Upon returning to England following the death of his Father and having sued for peace with the Muslim Mamluks, Edward expected homage from the ruling classes of his kingdom, whom he viewed as his vassals. Llywelyn, who was not popular amongst his fellow Welsh, refused to pay homage. Citing ongoing hostilities with the Marcher Lords as his grievance and gambling that his disregard towards the King’s requests would increase his own standing. In both cases he was wrong. In 1277, Edward invaded Wales with an overwhelming force comprised largely of Welshmen. Llywelyn quickly sued for peace.
This would be no return to the status quo for the Welsh however. Within a short period, the ancient Welsh codes started to be replaced with English laws. When this resentment inevitably led to war in 1282, it would be an entirely different affair to 1277. This would become a war of national honour.
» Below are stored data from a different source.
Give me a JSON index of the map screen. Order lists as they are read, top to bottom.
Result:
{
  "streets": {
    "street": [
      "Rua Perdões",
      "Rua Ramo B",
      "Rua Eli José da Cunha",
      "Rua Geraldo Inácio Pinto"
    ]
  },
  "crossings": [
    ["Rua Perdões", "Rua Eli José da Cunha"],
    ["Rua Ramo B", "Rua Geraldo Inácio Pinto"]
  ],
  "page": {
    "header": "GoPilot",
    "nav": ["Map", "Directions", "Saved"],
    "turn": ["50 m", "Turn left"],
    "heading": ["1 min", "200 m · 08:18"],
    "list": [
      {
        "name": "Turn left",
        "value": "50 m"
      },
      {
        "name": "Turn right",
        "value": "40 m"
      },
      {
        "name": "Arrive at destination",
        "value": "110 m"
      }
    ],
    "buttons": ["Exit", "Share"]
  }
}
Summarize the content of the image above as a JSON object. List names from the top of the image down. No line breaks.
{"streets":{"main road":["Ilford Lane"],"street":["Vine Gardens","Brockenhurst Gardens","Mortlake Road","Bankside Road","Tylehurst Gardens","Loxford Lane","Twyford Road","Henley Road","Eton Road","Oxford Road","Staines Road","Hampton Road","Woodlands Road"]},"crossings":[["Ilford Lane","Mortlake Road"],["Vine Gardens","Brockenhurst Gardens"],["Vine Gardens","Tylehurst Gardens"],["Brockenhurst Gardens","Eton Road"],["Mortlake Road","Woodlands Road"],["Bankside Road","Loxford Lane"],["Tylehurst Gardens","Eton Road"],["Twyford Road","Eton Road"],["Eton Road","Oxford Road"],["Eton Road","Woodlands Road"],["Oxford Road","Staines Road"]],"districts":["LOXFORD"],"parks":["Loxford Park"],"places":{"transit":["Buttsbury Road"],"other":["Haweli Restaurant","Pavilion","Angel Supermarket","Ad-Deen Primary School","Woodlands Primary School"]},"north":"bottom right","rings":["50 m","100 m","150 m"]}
In Gwynedd, the Welsh had a long history of defeating English incursions. Their knowledge of the mountains and series of connected promontory forts meant that they were quick, mobile and almost impossible to engage in fixed battle. Edward would need to draw on all of his Crusading knowledge if he were to again conquer and consolidate his authority over the nation who has defied the Saxons and the Normans for nearly 800 years.
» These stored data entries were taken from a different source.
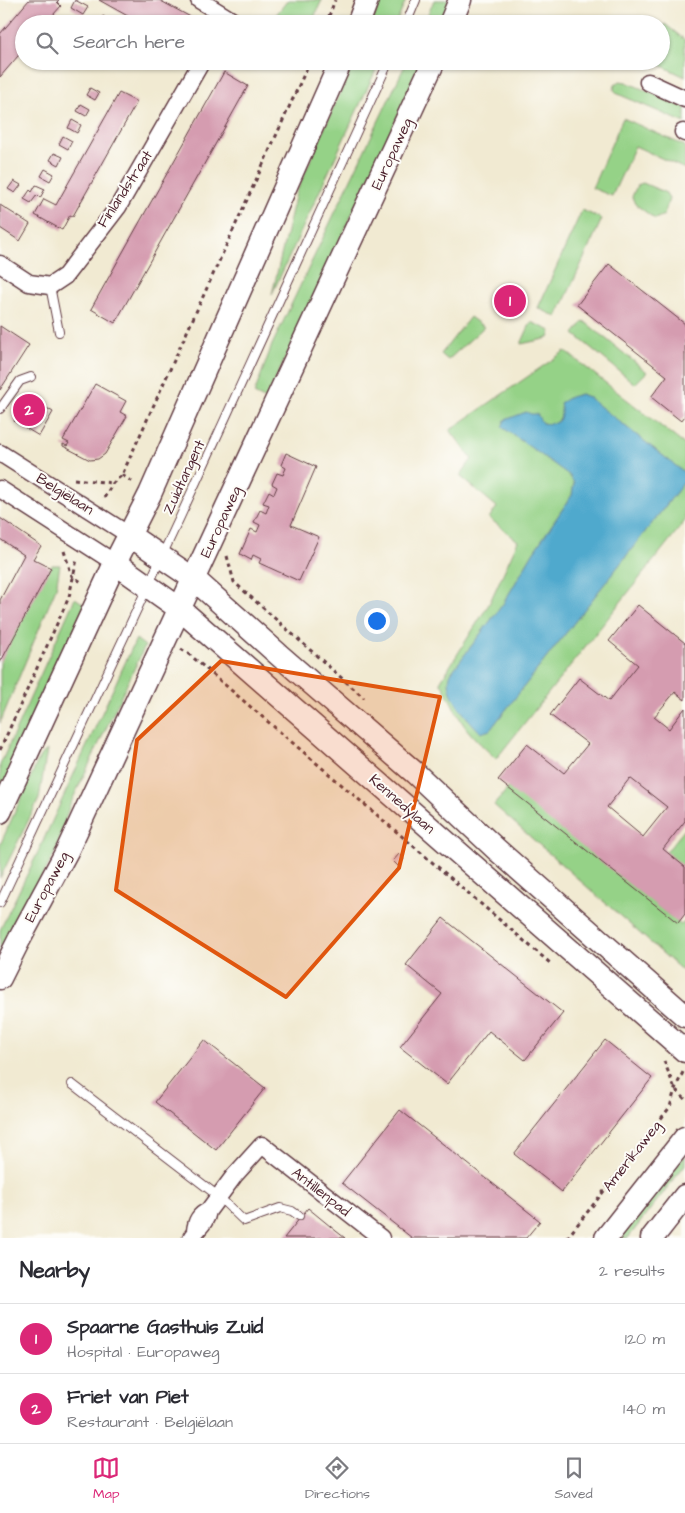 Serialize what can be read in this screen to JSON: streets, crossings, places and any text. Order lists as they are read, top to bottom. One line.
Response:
{"streets":{"main road":["Europaweg","Kennedylaan","Amerikaweg"],"street":["Finlandstraat","Belgiëlaan","Antillenpad"],"lane":["Zuidtangent"]},"crossings":[["Europaweg","Kennedylaan"],["Zuidtangent","Kennedylaan"],["Belgiëlaan","Kennedylaan"]],"page":{"search":"Search here","pins":["1","2"],"heading":["Nearby","2 results"],"list":[{"mark":"1","name":"Spaarne Gasthuis Zuid","note":"Hospital · Europaweg","value":"120 m"},{"mark":"2","name":"Friet van Piet","note":"Restaurant · Belgiëlaan","value":"140 m"}],"nav":["Map","Directions","Saved"]}} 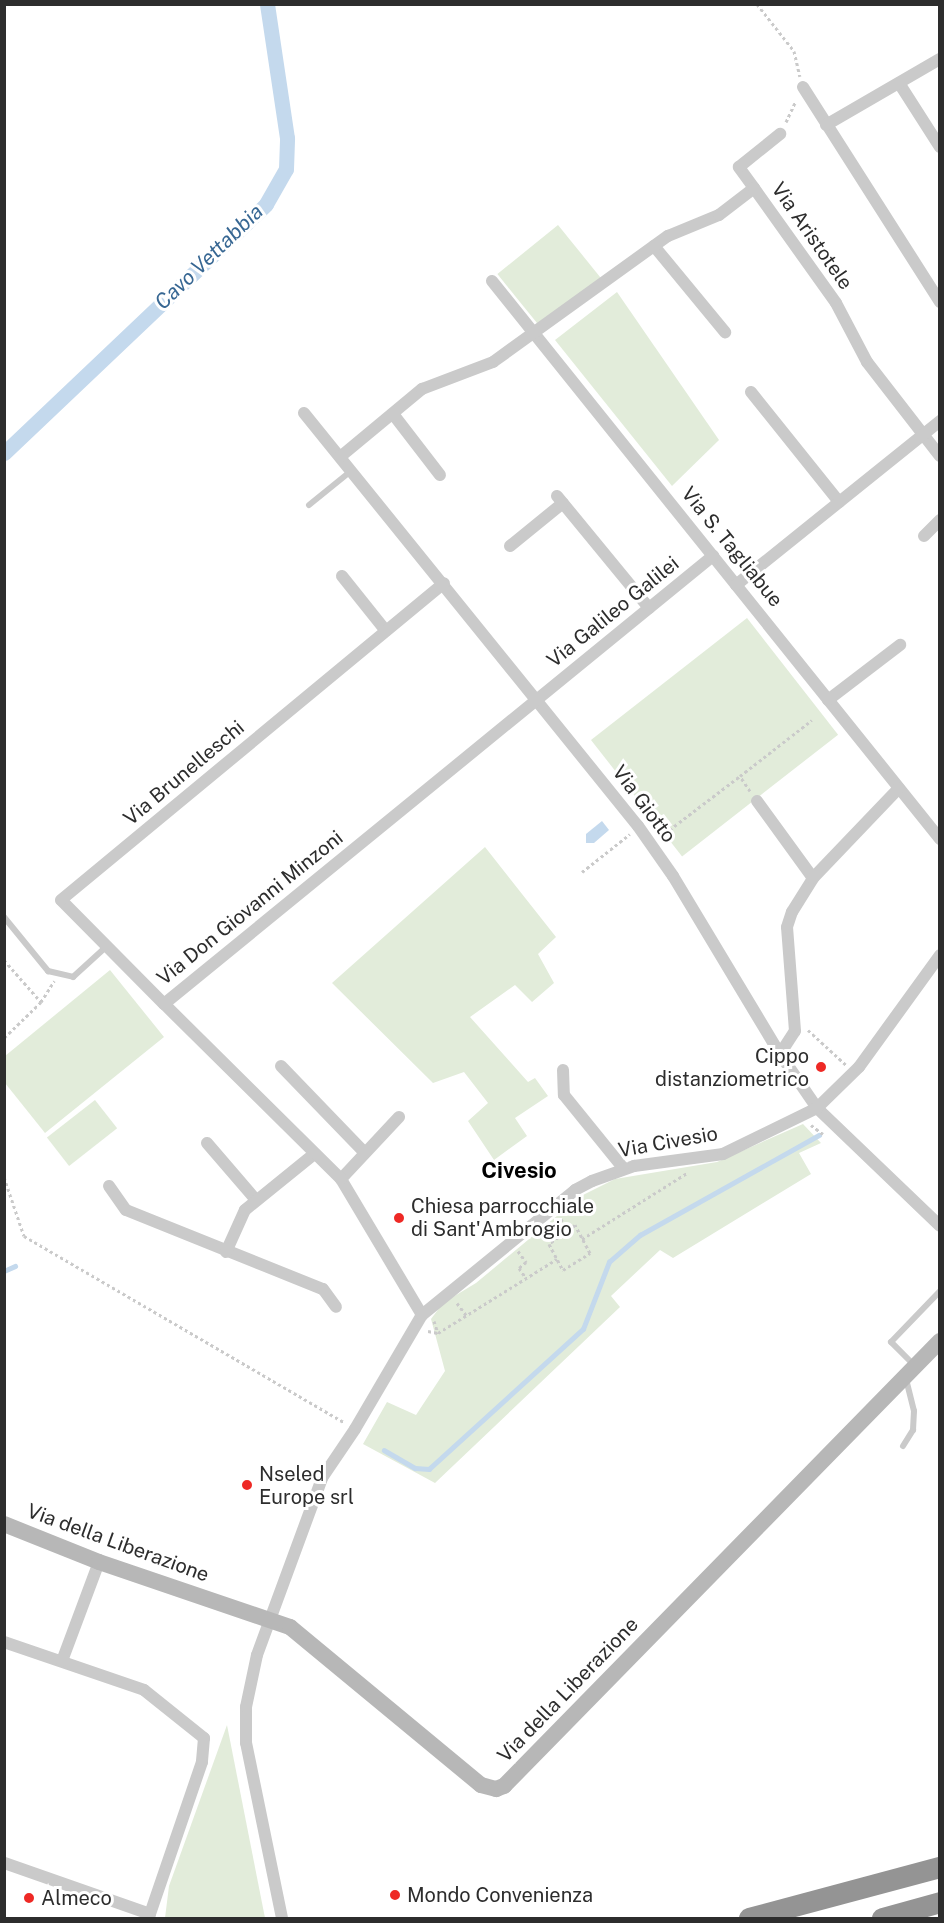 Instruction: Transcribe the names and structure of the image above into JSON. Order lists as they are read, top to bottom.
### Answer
{
  "streets": {
    "street": [
      "Via Aristotele",
      "Via S. Tagliabue",
      "Via Galileo Galilei",
      "Via Brunelleschi",
      "Via Giotto",
      "Via Don Giovanni Minzoni",
      "Via Civesio",
      "Via della Liberazione"
    ]
  },
  "crossings": [
    ["Via Aristotele", "Via S. Tagliabue"],
    ["Via Aristotele", "Via Giotto"],
    ["Via S. Tagliabue", "Via Galileo Galilei"],
    ["Via Galileo Galilei", "Via Giotto"],
    ["Via Galileo Galilei", "Via Don Giovanni Minzoni"],
    ["Via Brunelleschi", "Via Giotto"],
    ["Via Brunelleschi", "Via Don Giovanni Minzoni"],
    ["Via Giotto", "Via Don Giovanni Minzoni"],
    ["Via Giotto", "Via Civesio"],
    ["Via Don Giovanni Minzoni", "Via Civesio"],
    ["Via Civesio", "Via della Liberazione"]
  ],
  "districts": ["Civesio"],
  "water": ["Cavo Vettabbia"],
  "places": [
    "Cippo distanziometrico",
    "Chiesa parrocchiale di Sant'Ambrogio",
    "Nseled Europe srl",
    "Mondo Convenienza",
    "Almeco"
  ]
}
Like many an invading army before him, Edward’s overwhelming military might initially only served to be his undoing; ungainly and slow, it was the Welsh who scored the early victories. Yet just when the King was at his most exasperated, he was dealt a momentous piece of good fortune. During a skirmish with English knights at a river crossing, Llywelyn was killed. Word spread quickly amongst the Welsh armies and the initiative passed to the King. Quickly securing the major routes through Wales, Edward consolidated his advances with the construction of his ‘Iron Ring’ of castles of which four, Beaumaris, Caernarfon, Conwy and Harlech were inscribed as UNESCO World Heritage Sites in 1984.